There’s a graduate student here in the writing programs, a poet and playwright whom I have gotten to know and like. We talk about contemporary and older writing etc. She comes into my office today casually to chat, nothing unusual, then says that she just found a poem in her mailbox, from someone she doesn’t know (it turns out to be signed with a male name, also unrecognized by me). It’s a love poem, 14 lines, an irregular sonnet, very sapphic, a bitter berating of my friend for not requiting his love. It has about five and half wonderful lines, and one in particular I shall, I hope, remember always: “You have bound me in the chains of my own construction.”
I tell Chris she is a lucky person, the identity of her adorer doesn’t matter—who gets love poems like that? how often? She says it’s not a love poem, I say what difference does it make—suppose it’s an obsession poem, a lust poem—who gets those any more, I mean in the woeful academy? She laughs, we agree it is full of wonderful lines and speculate about who might be so smitten. She says there is a graduate student who asked her to have coffee last year, and she went, and over coffee he told her she absolutely transfixed him. (A man with a different name from the name on the poem, and not, so far as she knows, a writer—an academic.)
That’s about it. But as the scene went on I grew absolutely wrecked with passion.
Such is the meaning of poetry in the romantic mode.
* * *
Thanks for dealing me into that game of yours, or “story” (as you call it). Here is the way I imagine it being written.
In my version the sonnet is written by you, and then suppressed for all the obvious and perhaps necessary reasons—so that you become not only criminal but confessor, rather like Hugo’s Frollo. The line you quote is a fine one, and no wonder you like it.
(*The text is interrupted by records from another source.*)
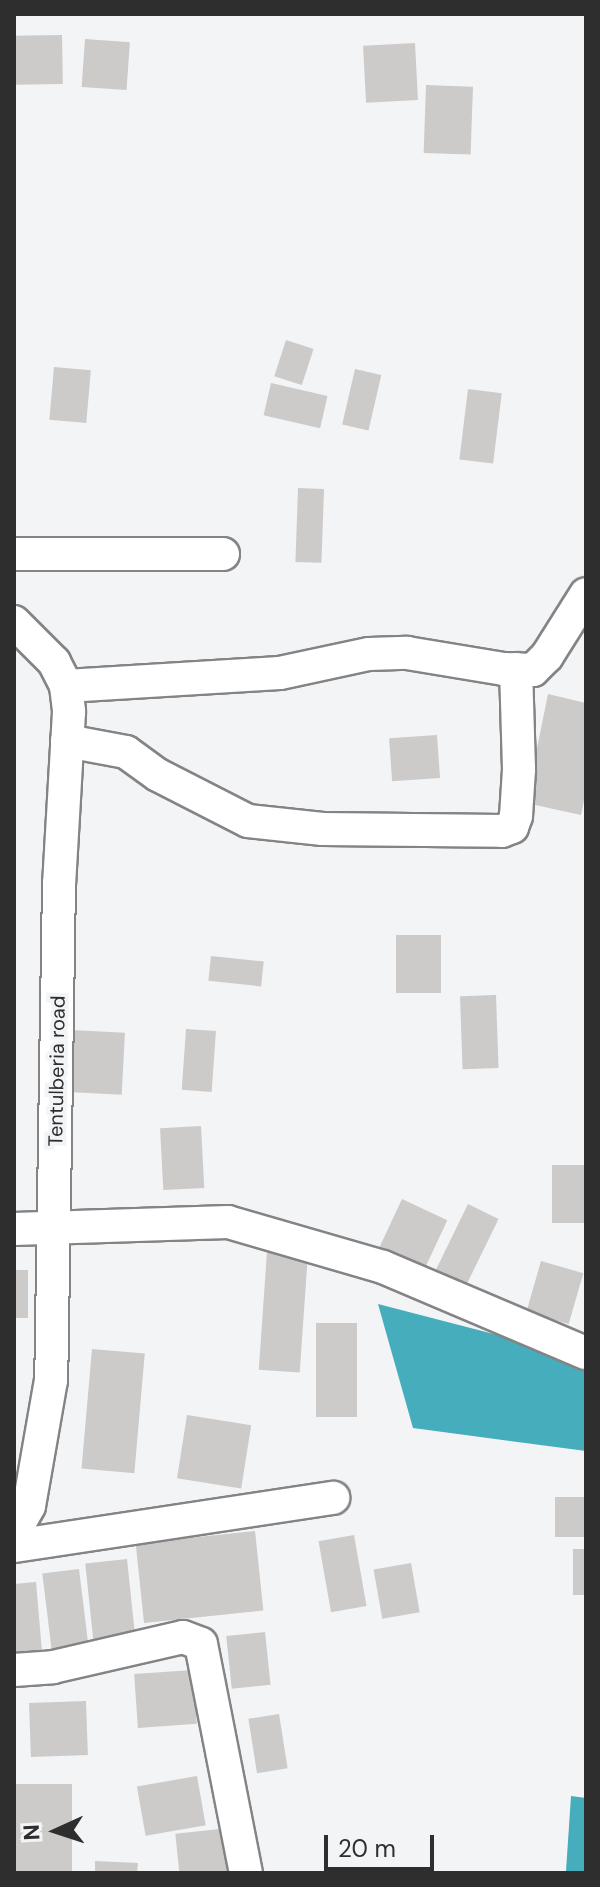 <!DOCTYPE html>
<style>
body{margin:0}
#map{position:relative;width:600px;height:1887px;overflow:hidden;background:#f3f4f6;font-family:"DM Sans",sans-serif}
div>[style]{position:absolute}
[style*='--x']{left:calc(var(--x)*1px);top:calc(var(--y)*1px);width:calc(var(--w)*1px);rotate:calc(var(--a)*1deg)}
.water>*{inset:0;background:#46adbc}
.building>*{inset:0;background:#cdcaca;transform-origin:0 0}
.roads{filter:drop-shadow(2px 0 #848487) drop-shadow(-2px 0 #848487) drop-shadow(0 2px #848487) drop-shadow(0 -2px #848487)}
.street>*{height:32px;margin:-16px;padding:0 16px;transform-origin:16px;border-radius:16px;background:#fff}
span{translate:-50% -50%;white-space:nowrap;text-align:center;line-height:1.15;-webkit-text-stroke:8px #f3f4f6;paint-order:stroke}
.street-label{font-size:20px;color:#2e2e2f}
.frame{position:absolute;inset:0;border:16px solid #2e2e2f;pointer-events:none}
.north{position:absolute;left:16px;top:1791px;width:80px;height:80px;-webkit-text-stroke:6px #f3f4f6;paint-order:stroke;rotate:267deg;font-size:22px;font-weight:700;line-height:32px;text-align:center;color:#2e2e2f}
.north::after{content:'';display:block;margin:auto;width:28px;height:36px;background:#2e2e2f;clip-path:polygon(50% 0,100% 100%,50% 72%,0 100%)}
.scale{position:absolute;left:324px;top:1835px;width:110px;height:36px;box-sizing:border-box;border:4px solid #2e2e2f;border-top:0;padding-left:10px;font-size:24px;line-height:28px;white-space:nowrap;color:#2e2e2f;-webkit-text-stroke:6px #f3f4f6;paint-order:stroke}
</style>
<div id="map">
<div class="water">
<div style="clip-path:polygon(378px 1304px,586px 1358px,586px 1451px,413px 1428px)"></div>
<div style="clip-path:polygon(571px 1796px,586px 1798px,586px 1873px,566px 1871px)"></div>
</div>
<div class="building">
<div style="left:62px;top:35px;width:49px;height:48px;rotate:89deg"></div>
<div style="left:85px;top:39px;width:45px;height:48px;rotate:4deg"></div>
<div style="left:415px;top:43px;width:57px;height:52px;rotate:87deg"></div>
<div style="left:426px;top:85px;width:47px;height:68px;rotate:2deg"></div>
<div style="left:286px;top:340px;width:29px;height:38px;rotate:18deg"></div>
<div style="left:54px;top:367px;width:37px;height:53px;rotate:5deg"></div>
<div style="left:355px;top:369px;width:27px;height:57px;rotate:13deg"></div>
<div style="left:271px;top:383px;width:58px;height:33px;rotate:13deg"></div>
<div style="left:468px;top:389px;width:34px;height:71px;rotate:7deg"></div>
<div style="left:298px;top:488px;width:26px;height:74px;rotate:2deg"></div>
<div style="clip-path:polygon(548px 694px,586px 703px,586px 791px,581px 815px,526px 803px)"></div>
<div style="left:437px;top:735px;width:43px;height:48px;rotate:86deg"></div>
<div style="left:396px;top:935px;width:45px;height:58px"></div>
<div style="left:211px;top:956px;width:53px;height:25px;rotate:6deg"></div>
<div style="left:496px;top:995px;width:73px;height:36px;rotate:88deg"></div>
<div style="left:186px;top:1029px;width:30px;height:61px;rotate:4deg"></div>
<div style="left:71px;top:1030px;width:54px;height:62px;rotate:3deg"></div>
<div style="left:201px;top:1126px;width:62px;height:41px;rotate:87deg"></div>
<div style="left:586px;top:1165px;width:58px;height:34px;rotate:90deg"></div>
<div style="left:402px;top:1199px;width:50px;height:55px;rotate:25deg"></div>
<div style="left:468px;top:1204px;width:34px;height:76px;rotate:26deg"></div>
<div style="left:267px;top:1252px;width:41px;height:118px;rotate:4deg"></div>
<div style="left:541px;top:1261px;width:44px;height:53px;rotate:16deg"></div>
<div style="left:14px;top:1270px;width:14px;height:48px"></div>
<div style="left:316px;top:1323px;width:41px;height:94px"></div>
<div style="left:92px;top:1349px;width:53px;height:120px;rotate:5deg"></div>
<div style="left:187px;top:1415px;width:65px;height:64px;rotate:9deg"></div>
<div style="left:586px;top:1497px;width:40px;height:31px;rotate:90deg"></div>
<div style="left:255px;top:1531px;width:80px;height:120px;rotate:84deg"></div>
<div style="left:354px;top:1535px;width:72px;height:36px;rotate:80deg"></div>
<div style="left:586px;top:1549px;width:46px;height:13px;rotate:90deg"></div>
<div style="left:127px;top:1559px;width:80px;height:42px;rotate:84deg"></div>
<div style="left:411px;top:1563px;width:50px;height:38px;rotate:80deg"></div>
<div style="left:79px;top:1569px;width:77px;height:37px;rotate:83deg"></div>
<div style="clip-path:polygon(36px 1582px,43px 1663px,14px 1666px,14px 1584px)"></div>
<div style="left:265px;top:1632px;width:53px;height:39px;rotate:84deg"></div>
<div style="left:193px;top:1670px;width:54px;height:59px;rotate:86deg"></div>
<div style="left:86px;top:1701px;width:54px;height:57px;rotate:88deg"></div>
<div style="left:279px;top:1714px;width:55px;height:31px;rotate:81deg"></div>
<div style="left:197px;top:1776px;width:50px;height:61px;rotate:80deg"></div>
<div style="left:14px;top:1784px;width:58px;height:89px"></div>
<div style="left:229px;top:1828px;width:45px;height:54px;rotate:84deg"></div>
<div style="clip-path:polygon(95px 1861px,138px 1863px,137px 1873px,95px 1873px)"></div>
</div>
<div class="roads">
<div class="street">
<div style="--x:14;--y:554;--w:209;--a:0"></div>
<div style="--x:14;--y:622;--w:57;--a:45"></div>
<div style="--x:54;--y:662;--w:27;--a:63"></div>
<div style="--x:66;--y:686;--w:26;--a:83"></div>
<div style="--x:69;--y:712;--w:171;--a:93.3"></div>
<div style="--x:59;--y:883;--w:497;--a:90.9"></div>
<div style="--x:51;--y:1380;--w:128;--a:99.9"></div>
<div style="--x:29;--y:1506;--w:31;--a:119"></div>
<div style="--x:66;--y:686;--w:214;--a:-3.5"></div>
<div style="--x:280;--y:673;--w:91;--a:-12.1"></div>
<div style="--x:369;--y:654;--w:38;--a:-2"></div>
<div style="--x:407;--y:653;--w:98;--a:9.4"></div>
<div style="--x:504;--y:669;--w:29;--a:2"></div>
<div style="--x:533;--y:670;--w:20;--a:-45"></div>
<div style="--x:547;--y:656;--w:73;--a:-57.8"></div>
<div style="--x:67;--y:741;--w:60;--a:10.6"></div>
<div style="--x:126;--y:752;--w:39;--a:36"></div>
<div style="--x:158;--y:775;--w:101;--a:27.1"></div>
<div style="--x:248;--y:821;--w:75;--a:6.1"></div>
<div style="--x:323;--y:829;--w:179;--a:0.6"></div>
<div style="--x:502;--y:831;--w:11;--a:-22"></div>
<div style="--x:512;--y:827;--w:12;--a:-70"></div>
<div style="--x:516;--y:816;--w:47;--a:-86.3"></div>
<div style="--x:519;--y:769;--w:100;--a:-91.7"></div>
<div style="--x:14;--y:1229;--w:214;--a:-1.9"></div>
<div style="--x:228;--y:1222;--w:161;--a:16.2"></div>
<div style="--x:383;--y:1267;--w:220;--a:23"></div>
<div style="--x:14;--y:1546;--w:323;--a:-8.6"></div>
<div style="--x:14;--y:1670;--w:39;--a:-4"></div>
<div style="--x:53;--y:1667;--w:133;--a:-13"></div>
<div style="--x:183;--y:1637;--w:19;--a:21"></div>
<div style="--x:201;--y:1644;--w:233;--a:78.9"></div>
</div>
</div>
<div class="street-label">
<span style="left:57px;top:1071px;rotate:-89deg">Tentulberia road</span>
</div>
<div class="frame"></div>
<div class="north">N</div>
<div class="scale">20 m</div>
</div>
One romance leads inevitably to another for those who play at it.
Or suppose your young friend Chris wrote the sonnet. That is a hand the cards have dealt from time to time, and with equally interesting consequences.
Love is a fatality, is it not? The odd thing is that those who know this best, and who ought therefore to keep clear of that special fate, do the opposite. But “The tree of knowledge is not that of life.” So you seek it out—a very dangerous thing to do even when “your fate” is someone who is also conscious of these machineries. (It is pure disaster when she isn’t.) So what about your friend? Is she initiate? Often even young women are, it seems to me. But young men rarely.
* * *
The note in the box was short: “Chris—I have something for you. Stop by when you have a minute. XXXX Jonathan.”
His office door was, as usual, closed but not shut. She pushed it open and saw his catastrophic desk. But he wasn’t there. So she went in to wait and had hardly sat down when he came sailing in behind her.
“Ah, my queen—and I not here to receive you.” He lost not a beat between his movements and his words, talking all the time as he passed on to his chair and sat down. “After such knowledge, what forgiveness? In the 17th century you would have expected a sonnet sequence at least, I begging your mercy.”
“You’re forgiven. And I got your note.”
He seemed to hesitate just slightly, then reached into his briefcase and took out a thin sheaf of typescript pages. “This is for you,” and as he handed it to her she felt transfixed by his eyes. She looked down at the first page and began reading:
She pushed the door and as it swung back slowly, she propped herself against the frame. “Hi.”